The final “curve” on Figure 2, essentially a delta function, is derived from a diffusion model, using parameters similar to those in [5]. In that work, damage within a given time step was modeled as a locally constant mean value[1] plus a fluctuating component having zero mean and constant variance. Clearly, one knows the mean of the resulting damage accumulation (averaged over time histories) as a function of time a priori. The variance of the distribution of failure times is, however, small. The square root of the variance goes as the square root of the number of time steps, in this case 80000; the relative width of the resulting distribution (say, 3 sigma /(mean) correspondingly goes as the reciprocal of the square root of the number of time steps. As a result, in Figure 2, the width of the failure time distribution using [5]’s parameters for the diffusion model with a per-step sigma of 0.4 cannot be seen.

The uncertainty associated with the diffusion model in Figure 2 would be considered extremely small for a component failure time distribution. In order to make it larger, we would need to use an enormously larger fluctuating component in the damage accumulation model, or work with a much smaller number of much larger time steps, or perhaps reduce the mean damage per time step and increase the fluctuating component. Those tactics do not seem particularly natural for this application. But the benchmark model formulation using the diffusion model did its job: it challenged the methodologists.

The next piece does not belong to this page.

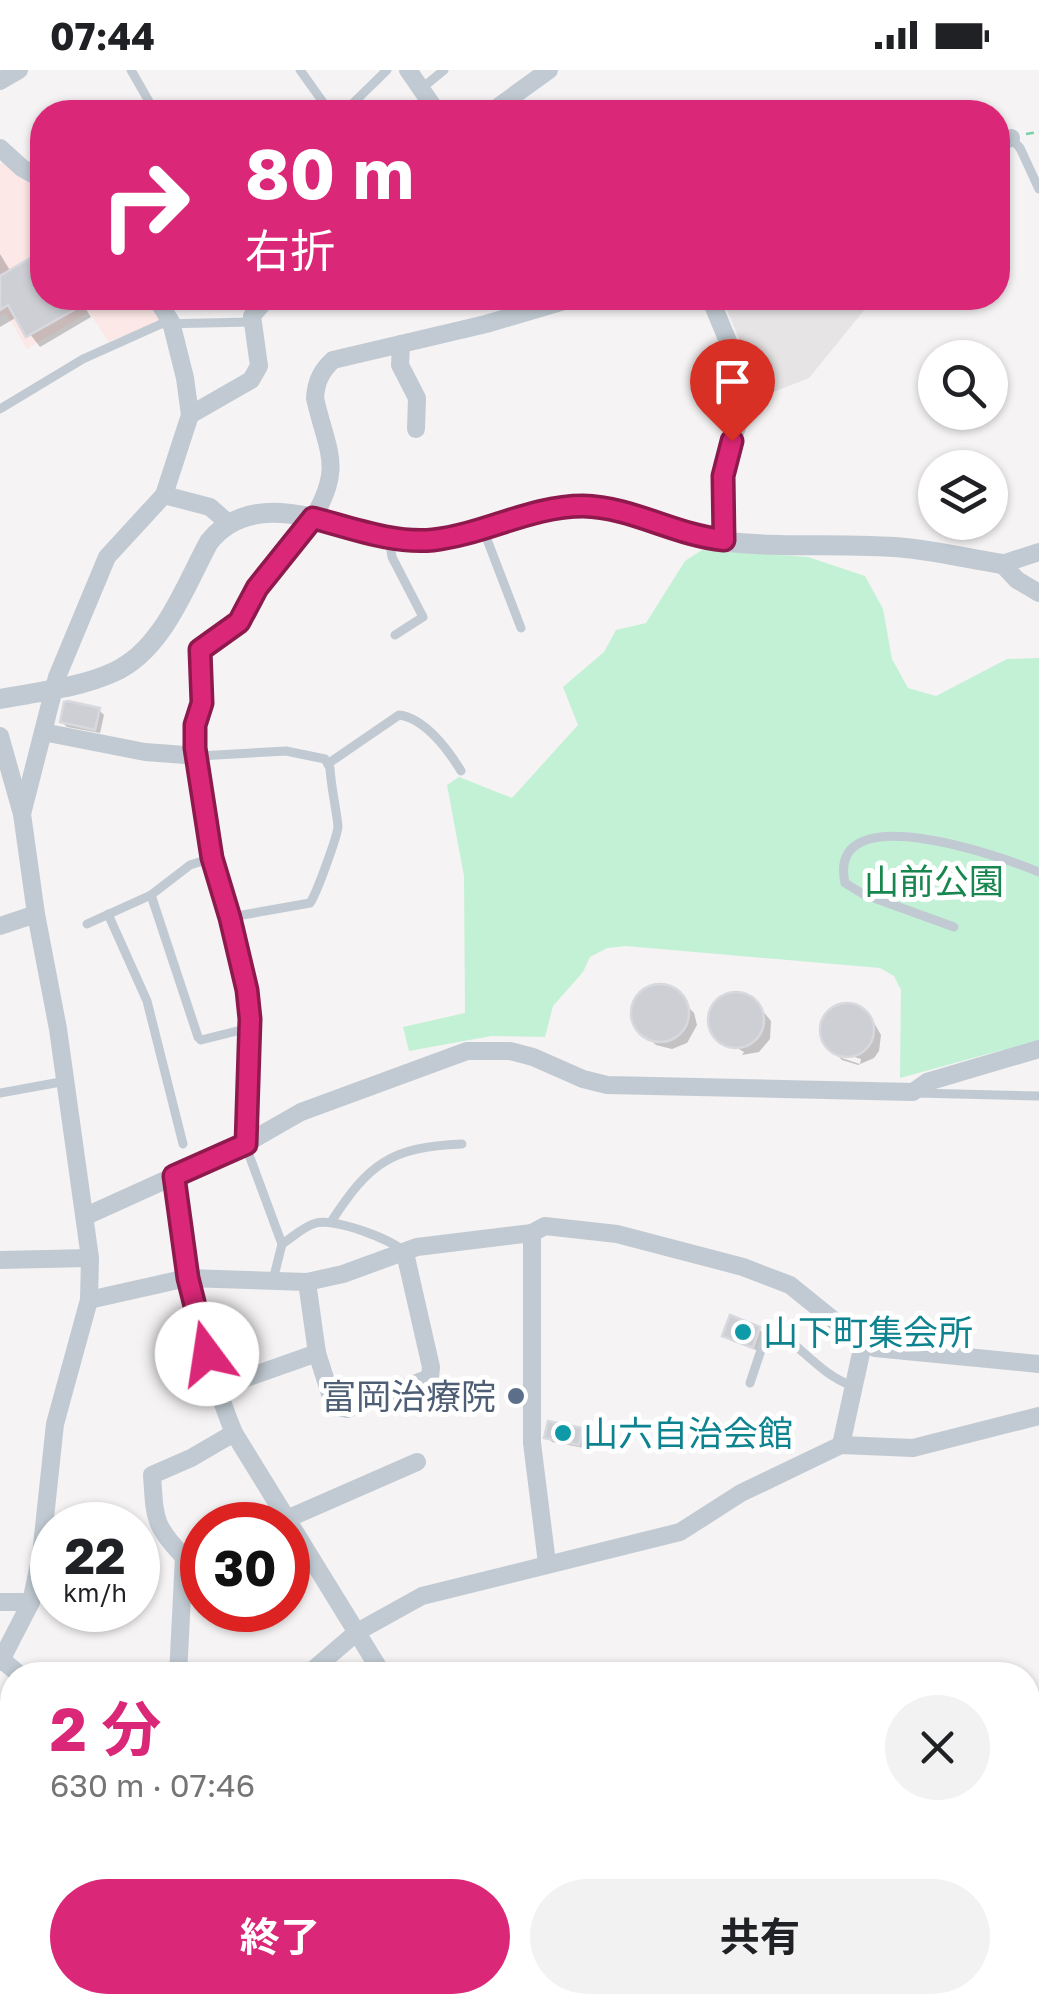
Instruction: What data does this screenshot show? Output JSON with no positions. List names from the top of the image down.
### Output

Since the two models are naturally applied to distinct kinds of uncertainty, it is natural to contemplate applications that combine the two. “Capacity” can be determined within a heartbeat model, and “load” can, if appropriate, be modelled with a stochastic contribution. Within such a combination, time-stepping in the simulation of time histories can still be controlled by the physics and not by the pseudostochasticinterpretation of component reliability models, except when the accrued damage is close to the capacity threshold, where “closeness” is measured in terms of the capability of the diffusion process to push accumulated damage over the threshold in the next few time steps.

Unfortunately, the parameters of many models for component reliability are known only very roughly. This is true even for simple (one-parameter) models. For this reason, point estimates of reliability cannot be regarded as accurate. The heartbeat model simultaneously offers a way of partially addressing this problem, and exacerbates it, by adding to the number of parameters that need to be characterized.